The problem => All lines in the data bearing the string "display" should be identified and copied.

—————

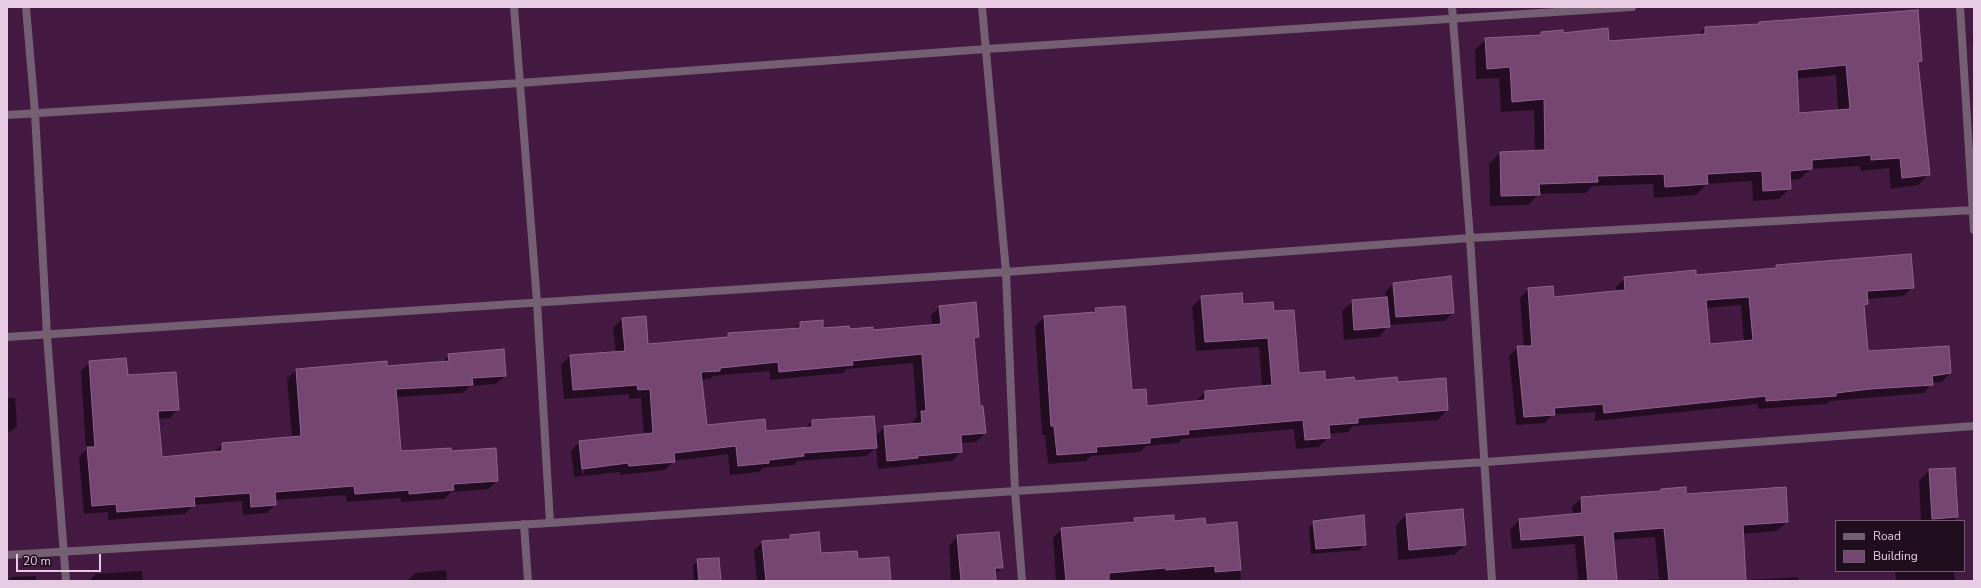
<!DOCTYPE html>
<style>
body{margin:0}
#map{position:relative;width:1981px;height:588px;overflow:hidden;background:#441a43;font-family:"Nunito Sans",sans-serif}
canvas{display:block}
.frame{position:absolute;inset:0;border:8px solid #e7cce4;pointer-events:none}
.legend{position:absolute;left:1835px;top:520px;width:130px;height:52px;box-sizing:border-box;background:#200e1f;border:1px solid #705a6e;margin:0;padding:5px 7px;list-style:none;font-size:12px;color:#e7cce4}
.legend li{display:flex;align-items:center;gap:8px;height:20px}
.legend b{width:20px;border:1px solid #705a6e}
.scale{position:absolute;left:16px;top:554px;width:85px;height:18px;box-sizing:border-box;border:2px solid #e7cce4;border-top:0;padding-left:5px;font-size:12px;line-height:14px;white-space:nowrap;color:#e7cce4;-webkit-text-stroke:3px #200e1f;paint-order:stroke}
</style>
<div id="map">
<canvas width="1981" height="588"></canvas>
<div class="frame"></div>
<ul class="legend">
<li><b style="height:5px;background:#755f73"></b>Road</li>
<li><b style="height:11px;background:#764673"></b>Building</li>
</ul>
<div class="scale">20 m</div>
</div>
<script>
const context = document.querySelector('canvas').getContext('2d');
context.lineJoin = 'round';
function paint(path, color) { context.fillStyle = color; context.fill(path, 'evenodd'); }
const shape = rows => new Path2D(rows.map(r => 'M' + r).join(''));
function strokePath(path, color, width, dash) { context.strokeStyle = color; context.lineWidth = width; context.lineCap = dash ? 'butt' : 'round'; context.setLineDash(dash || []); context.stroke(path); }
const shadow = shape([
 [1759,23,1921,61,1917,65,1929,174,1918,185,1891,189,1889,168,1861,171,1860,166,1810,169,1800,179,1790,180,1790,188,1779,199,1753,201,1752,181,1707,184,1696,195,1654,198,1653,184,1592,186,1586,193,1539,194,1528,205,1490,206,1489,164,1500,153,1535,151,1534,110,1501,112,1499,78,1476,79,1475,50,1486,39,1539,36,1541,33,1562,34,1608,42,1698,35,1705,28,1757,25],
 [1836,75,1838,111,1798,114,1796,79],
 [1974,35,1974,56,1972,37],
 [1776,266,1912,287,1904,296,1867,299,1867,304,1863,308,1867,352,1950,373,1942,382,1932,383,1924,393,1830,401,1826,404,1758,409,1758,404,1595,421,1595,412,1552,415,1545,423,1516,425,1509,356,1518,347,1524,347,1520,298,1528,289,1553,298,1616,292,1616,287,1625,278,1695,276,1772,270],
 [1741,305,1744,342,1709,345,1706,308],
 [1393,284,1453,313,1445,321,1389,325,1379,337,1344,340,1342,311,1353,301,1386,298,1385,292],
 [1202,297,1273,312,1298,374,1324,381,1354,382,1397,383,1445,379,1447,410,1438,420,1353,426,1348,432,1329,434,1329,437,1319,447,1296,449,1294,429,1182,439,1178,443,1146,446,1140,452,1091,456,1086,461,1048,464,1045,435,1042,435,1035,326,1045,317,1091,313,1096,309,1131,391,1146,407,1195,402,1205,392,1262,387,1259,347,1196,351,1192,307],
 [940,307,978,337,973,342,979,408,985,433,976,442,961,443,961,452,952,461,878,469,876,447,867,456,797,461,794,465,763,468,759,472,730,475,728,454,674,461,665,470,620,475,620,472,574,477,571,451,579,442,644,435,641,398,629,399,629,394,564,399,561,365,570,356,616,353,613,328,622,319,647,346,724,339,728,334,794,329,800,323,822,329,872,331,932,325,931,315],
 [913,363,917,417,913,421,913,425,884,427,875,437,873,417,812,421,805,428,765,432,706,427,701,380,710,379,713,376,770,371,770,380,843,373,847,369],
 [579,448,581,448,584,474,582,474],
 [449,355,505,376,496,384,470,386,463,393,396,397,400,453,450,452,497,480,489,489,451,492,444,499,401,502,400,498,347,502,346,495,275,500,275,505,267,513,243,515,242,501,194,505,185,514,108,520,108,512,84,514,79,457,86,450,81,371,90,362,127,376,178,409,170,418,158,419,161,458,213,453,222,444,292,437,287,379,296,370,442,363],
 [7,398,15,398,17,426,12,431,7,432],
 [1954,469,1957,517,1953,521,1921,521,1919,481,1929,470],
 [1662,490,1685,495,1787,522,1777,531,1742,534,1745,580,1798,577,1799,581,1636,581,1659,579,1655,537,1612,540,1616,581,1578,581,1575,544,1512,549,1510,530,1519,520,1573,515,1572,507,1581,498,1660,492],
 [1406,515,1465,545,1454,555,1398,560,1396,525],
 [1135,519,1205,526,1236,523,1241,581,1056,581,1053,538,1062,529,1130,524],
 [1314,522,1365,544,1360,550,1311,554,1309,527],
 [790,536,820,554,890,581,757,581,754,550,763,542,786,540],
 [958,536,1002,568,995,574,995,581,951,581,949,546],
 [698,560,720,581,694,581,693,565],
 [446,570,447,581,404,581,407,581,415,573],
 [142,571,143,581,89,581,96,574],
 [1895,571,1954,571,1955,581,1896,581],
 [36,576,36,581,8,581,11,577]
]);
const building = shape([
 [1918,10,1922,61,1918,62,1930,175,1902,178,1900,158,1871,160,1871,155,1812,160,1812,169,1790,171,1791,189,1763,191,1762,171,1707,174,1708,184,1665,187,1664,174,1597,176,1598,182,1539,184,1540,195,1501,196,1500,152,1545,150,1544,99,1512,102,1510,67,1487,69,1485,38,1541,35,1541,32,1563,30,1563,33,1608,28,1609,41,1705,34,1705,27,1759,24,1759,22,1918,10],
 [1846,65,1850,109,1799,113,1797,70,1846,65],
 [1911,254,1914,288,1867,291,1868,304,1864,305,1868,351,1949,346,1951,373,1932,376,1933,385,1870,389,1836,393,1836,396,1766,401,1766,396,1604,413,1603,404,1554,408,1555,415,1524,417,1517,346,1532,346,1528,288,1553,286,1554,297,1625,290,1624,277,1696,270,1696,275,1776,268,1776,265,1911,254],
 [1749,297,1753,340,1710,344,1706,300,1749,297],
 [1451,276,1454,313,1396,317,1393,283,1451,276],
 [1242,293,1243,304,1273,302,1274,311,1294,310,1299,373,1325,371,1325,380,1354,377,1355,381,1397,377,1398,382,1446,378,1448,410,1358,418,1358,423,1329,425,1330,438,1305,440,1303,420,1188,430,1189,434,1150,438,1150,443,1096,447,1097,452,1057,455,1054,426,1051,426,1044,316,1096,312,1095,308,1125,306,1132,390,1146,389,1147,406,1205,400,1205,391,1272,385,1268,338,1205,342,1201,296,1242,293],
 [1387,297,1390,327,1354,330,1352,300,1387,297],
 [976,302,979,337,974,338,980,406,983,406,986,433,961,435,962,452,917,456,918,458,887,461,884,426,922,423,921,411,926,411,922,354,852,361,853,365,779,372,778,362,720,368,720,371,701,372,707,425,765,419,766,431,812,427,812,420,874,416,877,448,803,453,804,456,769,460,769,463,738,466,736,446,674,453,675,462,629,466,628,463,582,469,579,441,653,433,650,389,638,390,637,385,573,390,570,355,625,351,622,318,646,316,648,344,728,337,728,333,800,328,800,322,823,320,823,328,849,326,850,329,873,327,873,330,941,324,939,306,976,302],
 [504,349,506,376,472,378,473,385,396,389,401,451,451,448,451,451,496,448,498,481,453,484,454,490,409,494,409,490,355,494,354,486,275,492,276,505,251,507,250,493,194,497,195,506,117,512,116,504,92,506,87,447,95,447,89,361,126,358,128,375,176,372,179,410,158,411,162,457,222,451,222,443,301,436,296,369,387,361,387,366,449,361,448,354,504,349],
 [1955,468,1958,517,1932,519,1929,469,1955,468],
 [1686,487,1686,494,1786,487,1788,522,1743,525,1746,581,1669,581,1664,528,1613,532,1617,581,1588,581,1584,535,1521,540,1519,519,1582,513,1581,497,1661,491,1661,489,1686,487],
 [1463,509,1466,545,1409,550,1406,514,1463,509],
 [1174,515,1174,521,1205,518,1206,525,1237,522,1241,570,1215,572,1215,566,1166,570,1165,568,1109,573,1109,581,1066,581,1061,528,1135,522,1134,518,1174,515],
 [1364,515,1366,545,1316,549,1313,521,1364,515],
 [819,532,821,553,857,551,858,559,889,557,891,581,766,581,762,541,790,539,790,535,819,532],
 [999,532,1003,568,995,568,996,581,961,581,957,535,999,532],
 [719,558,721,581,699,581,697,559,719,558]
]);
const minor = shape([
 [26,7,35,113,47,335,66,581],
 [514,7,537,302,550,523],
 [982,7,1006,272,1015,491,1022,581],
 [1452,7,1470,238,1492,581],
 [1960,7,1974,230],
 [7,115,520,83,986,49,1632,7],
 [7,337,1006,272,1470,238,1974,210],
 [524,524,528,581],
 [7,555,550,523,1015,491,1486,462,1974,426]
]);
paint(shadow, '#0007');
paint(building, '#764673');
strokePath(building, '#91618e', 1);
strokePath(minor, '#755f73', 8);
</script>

—————

Answer below =>
canvas{display:block}
.legend li{display:flex;align-items:center;gap:8px;height:20px}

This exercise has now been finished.